Ways Product and Project Managers Can Reduce the Risk of Catastrophic Failures
Product, project, and operational management always includes an element of risk management. Most software product and project managers are fortunately responsible for products and projects that won’t cause death or injury if they fail. No one is seriously harmed if Twitter goes down. But we still face a variety of risks that have a low probability of occurring but a high impact when they occur. What’s the risk that our product could be hacked and compromise private customer information? What’s the risk that our data center could fail and lead to a service outage? Product and project managers can do many things to reduce the risk that our own products, projects, and customers will experience a failure with catastrophic impact.
- Study history. Look at the history of your own and other companies and any problems they’ve had. Learn from past mistakes and those of others and avoid repeating them.
- Study how to estimate risks accurately. Study basic statistics, statistical significance, and the difference between correlation and causation. Read books like Everyday Irrationality by Robyn Dawes that will teach you to recognize and avoid common mental errors in risk analysis.
- Be proactive, not reactive. Don’t wait for disaster to happen. Anticipate the possibility and aggressively get out in front of it now.
- Identify possible risks. You’re unlikely to prevent a risk you haven’t thought of. Work with your team to brainstorm a list of possible risks with an open mind. Circulate the list of risks internally and get feedback. Consider hiring an outside analyst where appropriate.
- Estimate the probability and likely impact of each risk. For example, assume that any possible security exploits in a product deployed on the Internet will be found by black hat hackers and fully exploited. Determine the impact of such exploits.
- Determine what you can do to reduce each risk. Sometimes, whole classes of risks can be inexpensively eliminated by designing a product well up front. At Kontiki, we built encryption into our content delivery system to prevent hostile interception of file transfers.
- Estimate the cost of each risk reduction measure. If you decide to go ahead and implement a measure because it’s obviously easy or clearly necessary, you can skip this step. If people are opposing the measure, you will need to estimate its cost to help cost-justify it.
- Ensure that all cost-effective risk-reduction measures are taken. Knowledge alone is not enough. Action is necessary.
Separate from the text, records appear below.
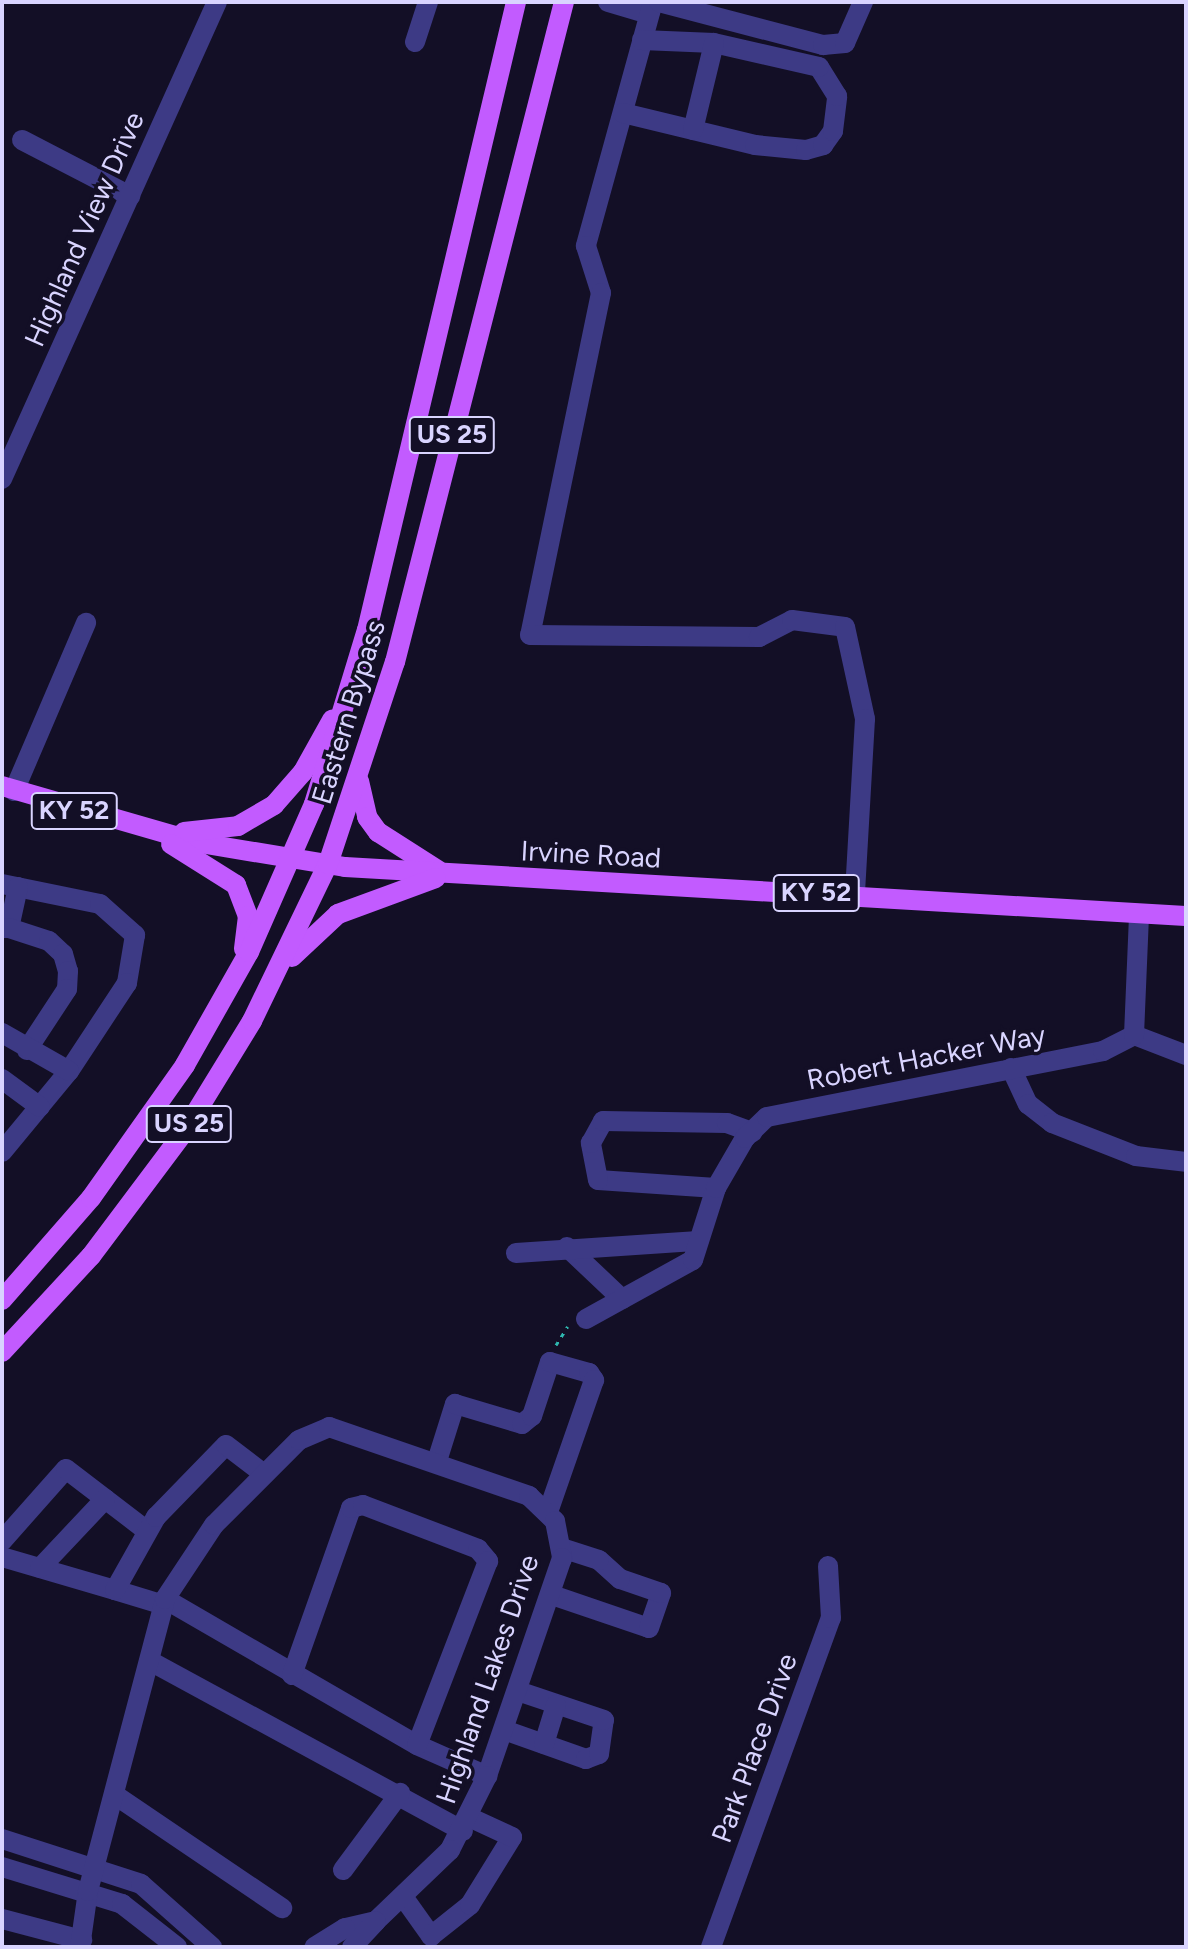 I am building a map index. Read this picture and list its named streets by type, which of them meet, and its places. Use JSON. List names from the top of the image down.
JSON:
{
  "streets": {
    "main road": [
      "US 25",
      "Eastern Bypass",
      "KY 52",
      "Irvine Road"
    ],
    "street": [
      "Highland View Drive",
      "Robert Hacker Way",
      "Highland Lakes Drive",
      "Park Place Drive"
    ]
  },
  "crossings": [
    ["Eastern Bypass", "Irvine Road"]
  ]
}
A Caltrans report documented well in advance of the Loma Prieta earthquake that the Oakland double-decker highway was built on fill and would likely collapse in a major earthquake. Nothing was done, and people died needlessly as a result.
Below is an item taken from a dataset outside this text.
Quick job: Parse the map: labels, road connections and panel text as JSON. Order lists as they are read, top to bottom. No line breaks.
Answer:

- Ensure that estimates are objective, accurate, and not “fudged” to make the numbers look better. A risk management system is only as good as it is honest and accurate. Managers may have a financial incentive to fudge the numbers to justify skipping expensive risk management steps and make short-term financial results look better. Resist and escalate if you are encouraged to bias estimates.
- Document policies that will reduce risks. Tribal knowledge and oral communication aren’t enough. Risk reduction practices must be put in writing to enable accurate communication, training, and compliance. The Information Technology Infrastructure Library (ITIL®) provides valuable resources and training to assist in developing quality documentation.
- Train employees to ensure they understand policies and procedures. Make sure that your engineers know best practices in software development and that your operations staff know how to secure systems.
- Monitor compliance. Make sure QA adequately tests your product to verify it works as designed, including features for risk reduction. Make sure operations follows documented procedures to ensure that vulnerabilities aren’t introduced. Track operational metrics that indicate whether you’re meeting your Service Level Agreements.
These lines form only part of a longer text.